▶ _Activity_
The output should be all lines of the entries below in which the word "positions" occurs.
[Dataset records Boundary: Start]
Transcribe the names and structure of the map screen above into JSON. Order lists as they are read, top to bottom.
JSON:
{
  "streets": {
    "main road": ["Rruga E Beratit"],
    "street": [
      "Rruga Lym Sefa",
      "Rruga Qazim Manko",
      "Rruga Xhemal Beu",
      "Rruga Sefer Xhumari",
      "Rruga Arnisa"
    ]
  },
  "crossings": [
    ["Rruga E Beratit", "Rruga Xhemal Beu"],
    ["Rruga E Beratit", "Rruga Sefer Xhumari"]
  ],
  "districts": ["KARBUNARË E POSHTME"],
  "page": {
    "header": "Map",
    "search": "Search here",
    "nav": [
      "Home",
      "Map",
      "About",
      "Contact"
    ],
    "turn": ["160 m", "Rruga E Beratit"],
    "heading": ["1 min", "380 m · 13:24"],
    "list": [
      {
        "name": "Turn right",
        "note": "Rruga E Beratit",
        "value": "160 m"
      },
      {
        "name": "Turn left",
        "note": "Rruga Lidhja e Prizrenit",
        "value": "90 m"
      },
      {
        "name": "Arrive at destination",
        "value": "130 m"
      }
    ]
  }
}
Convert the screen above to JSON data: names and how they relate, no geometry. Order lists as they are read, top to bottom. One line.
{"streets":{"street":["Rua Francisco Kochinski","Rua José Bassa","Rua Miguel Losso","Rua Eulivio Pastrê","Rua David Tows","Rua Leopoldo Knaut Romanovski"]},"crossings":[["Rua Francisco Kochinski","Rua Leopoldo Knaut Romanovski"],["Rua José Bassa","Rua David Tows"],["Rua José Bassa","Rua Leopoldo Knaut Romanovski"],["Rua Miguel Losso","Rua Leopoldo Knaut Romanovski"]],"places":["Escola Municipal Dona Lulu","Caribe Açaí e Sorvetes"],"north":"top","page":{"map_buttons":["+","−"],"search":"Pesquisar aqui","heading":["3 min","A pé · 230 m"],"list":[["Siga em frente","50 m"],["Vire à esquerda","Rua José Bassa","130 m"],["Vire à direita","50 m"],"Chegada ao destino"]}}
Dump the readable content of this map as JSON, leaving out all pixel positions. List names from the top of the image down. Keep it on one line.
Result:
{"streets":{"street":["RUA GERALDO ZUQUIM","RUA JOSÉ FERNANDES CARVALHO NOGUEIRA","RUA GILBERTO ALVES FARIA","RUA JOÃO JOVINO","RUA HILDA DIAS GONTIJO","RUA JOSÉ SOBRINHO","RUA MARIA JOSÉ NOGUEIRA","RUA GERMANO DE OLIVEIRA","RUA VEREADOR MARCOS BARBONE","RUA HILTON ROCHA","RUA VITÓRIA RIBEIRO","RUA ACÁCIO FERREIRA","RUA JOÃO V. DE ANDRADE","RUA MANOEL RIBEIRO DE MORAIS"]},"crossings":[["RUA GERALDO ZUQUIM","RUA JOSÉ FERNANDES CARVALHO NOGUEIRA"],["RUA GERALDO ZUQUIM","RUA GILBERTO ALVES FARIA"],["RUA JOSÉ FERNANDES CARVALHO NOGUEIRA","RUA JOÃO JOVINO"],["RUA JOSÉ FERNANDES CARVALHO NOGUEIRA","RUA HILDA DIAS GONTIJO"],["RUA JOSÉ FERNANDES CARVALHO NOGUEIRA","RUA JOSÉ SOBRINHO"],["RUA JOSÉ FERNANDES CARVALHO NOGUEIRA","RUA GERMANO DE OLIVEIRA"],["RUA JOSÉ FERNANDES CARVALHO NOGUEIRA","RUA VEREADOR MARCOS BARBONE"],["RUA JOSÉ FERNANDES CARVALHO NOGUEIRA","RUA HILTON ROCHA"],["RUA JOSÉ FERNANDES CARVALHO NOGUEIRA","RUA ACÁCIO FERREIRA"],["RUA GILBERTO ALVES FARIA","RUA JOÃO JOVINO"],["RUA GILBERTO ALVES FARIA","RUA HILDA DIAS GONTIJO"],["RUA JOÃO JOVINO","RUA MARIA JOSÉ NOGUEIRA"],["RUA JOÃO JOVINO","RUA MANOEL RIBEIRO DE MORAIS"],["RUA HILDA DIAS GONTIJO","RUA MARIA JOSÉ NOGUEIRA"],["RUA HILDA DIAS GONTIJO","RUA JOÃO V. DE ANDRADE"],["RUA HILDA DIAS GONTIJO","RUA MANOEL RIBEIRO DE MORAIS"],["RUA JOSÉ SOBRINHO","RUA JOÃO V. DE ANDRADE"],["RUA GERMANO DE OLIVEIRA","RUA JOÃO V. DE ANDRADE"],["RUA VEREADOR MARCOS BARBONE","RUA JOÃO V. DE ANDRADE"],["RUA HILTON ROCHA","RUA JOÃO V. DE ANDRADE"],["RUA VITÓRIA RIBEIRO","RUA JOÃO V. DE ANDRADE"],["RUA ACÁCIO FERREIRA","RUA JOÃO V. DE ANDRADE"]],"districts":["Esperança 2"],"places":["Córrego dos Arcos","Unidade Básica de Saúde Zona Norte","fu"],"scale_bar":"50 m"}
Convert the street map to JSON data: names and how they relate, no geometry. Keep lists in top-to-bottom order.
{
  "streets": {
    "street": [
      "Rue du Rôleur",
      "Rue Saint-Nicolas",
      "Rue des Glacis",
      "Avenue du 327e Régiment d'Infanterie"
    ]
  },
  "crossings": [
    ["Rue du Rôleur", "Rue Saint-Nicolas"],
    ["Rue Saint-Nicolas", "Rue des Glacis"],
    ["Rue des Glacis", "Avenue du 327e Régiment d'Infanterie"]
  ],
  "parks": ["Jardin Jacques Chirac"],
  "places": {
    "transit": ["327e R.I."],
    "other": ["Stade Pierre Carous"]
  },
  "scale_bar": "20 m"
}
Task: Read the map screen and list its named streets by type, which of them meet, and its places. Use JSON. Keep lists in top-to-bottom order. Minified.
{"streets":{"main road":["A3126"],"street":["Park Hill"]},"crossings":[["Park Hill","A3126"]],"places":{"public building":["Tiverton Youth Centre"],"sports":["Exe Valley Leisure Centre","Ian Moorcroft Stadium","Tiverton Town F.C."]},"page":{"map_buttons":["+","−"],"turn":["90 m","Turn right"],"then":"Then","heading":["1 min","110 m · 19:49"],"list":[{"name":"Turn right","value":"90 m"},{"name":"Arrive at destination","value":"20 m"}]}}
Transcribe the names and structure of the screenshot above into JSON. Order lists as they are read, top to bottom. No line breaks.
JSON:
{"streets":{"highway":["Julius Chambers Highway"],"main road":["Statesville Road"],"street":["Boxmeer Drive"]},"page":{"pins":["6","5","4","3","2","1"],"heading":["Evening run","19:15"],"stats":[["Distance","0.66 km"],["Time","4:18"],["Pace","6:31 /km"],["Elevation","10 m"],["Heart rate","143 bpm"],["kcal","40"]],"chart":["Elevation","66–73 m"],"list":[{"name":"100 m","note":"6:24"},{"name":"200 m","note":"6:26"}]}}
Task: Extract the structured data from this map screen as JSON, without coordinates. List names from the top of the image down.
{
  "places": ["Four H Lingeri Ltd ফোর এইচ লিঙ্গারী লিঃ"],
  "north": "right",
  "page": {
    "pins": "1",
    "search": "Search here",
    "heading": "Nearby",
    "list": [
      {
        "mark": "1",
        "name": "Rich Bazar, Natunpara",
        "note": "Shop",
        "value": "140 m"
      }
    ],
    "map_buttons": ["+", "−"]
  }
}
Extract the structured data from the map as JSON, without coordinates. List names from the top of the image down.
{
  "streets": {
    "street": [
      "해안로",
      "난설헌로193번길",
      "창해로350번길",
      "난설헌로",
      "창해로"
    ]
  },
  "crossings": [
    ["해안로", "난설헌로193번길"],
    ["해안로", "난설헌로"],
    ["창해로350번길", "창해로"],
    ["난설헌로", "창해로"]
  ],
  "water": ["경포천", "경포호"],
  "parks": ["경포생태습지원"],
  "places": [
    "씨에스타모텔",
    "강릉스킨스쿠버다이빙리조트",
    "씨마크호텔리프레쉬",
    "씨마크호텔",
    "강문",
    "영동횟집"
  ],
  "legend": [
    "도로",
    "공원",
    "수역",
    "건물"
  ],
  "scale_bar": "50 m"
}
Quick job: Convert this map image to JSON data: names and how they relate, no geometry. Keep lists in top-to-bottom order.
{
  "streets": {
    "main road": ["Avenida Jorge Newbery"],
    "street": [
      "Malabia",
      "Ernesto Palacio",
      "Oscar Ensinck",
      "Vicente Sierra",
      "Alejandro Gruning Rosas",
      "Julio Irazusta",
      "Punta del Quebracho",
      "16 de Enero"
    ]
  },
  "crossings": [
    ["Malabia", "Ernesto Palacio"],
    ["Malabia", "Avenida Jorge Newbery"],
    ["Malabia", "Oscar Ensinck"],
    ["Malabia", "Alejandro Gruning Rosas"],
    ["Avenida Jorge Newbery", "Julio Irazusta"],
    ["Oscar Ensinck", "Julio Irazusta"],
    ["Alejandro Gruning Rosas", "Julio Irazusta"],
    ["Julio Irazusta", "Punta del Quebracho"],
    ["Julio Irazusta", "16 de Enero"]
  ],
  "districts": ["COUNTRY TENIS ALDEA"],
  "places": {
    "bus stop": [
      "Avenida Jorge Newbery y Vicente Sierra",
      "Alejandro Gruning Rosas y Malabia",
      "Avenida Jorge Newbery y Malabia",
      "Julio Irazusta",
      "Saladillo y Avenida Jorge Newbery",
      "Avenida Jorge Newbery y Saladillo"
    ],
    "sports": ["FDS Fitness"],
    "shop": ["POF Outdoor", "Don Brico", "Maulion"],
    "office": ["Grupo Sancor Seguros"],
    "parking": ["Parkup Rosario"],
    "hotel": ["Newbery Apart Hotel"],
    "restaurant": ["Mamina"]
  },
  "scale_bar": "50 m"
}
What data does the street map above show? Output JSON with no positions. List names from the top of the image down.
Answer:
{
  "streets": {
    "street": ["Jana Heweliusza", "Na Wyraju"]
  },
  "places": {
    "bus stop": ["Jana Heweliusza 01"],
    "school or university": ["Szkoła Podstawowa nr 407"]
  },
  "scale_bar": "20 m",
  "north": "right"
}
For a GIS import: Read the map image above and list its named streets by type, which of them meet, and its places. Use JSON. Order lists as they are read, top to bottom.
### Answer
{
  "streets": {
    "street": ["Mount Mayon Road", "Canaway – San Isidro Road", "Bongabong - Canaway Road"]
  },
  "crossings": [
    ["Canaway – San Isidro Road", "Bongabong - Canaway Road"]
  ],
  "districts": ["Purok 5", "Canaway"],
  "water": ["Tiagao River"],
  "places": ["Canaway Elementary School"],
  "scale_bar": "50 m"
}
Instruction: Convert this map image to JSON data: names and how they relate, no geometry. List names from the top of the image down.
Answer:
[Dataset records Boundary: End]
▶ _Answer for this exercise_
Dump the readable content of this map as JSON, leaving out all pixel positions. List names from the top of the image down. Keep it on one line.
What data does the street map above show? Output JSON with no positions. List names from the top of the image down.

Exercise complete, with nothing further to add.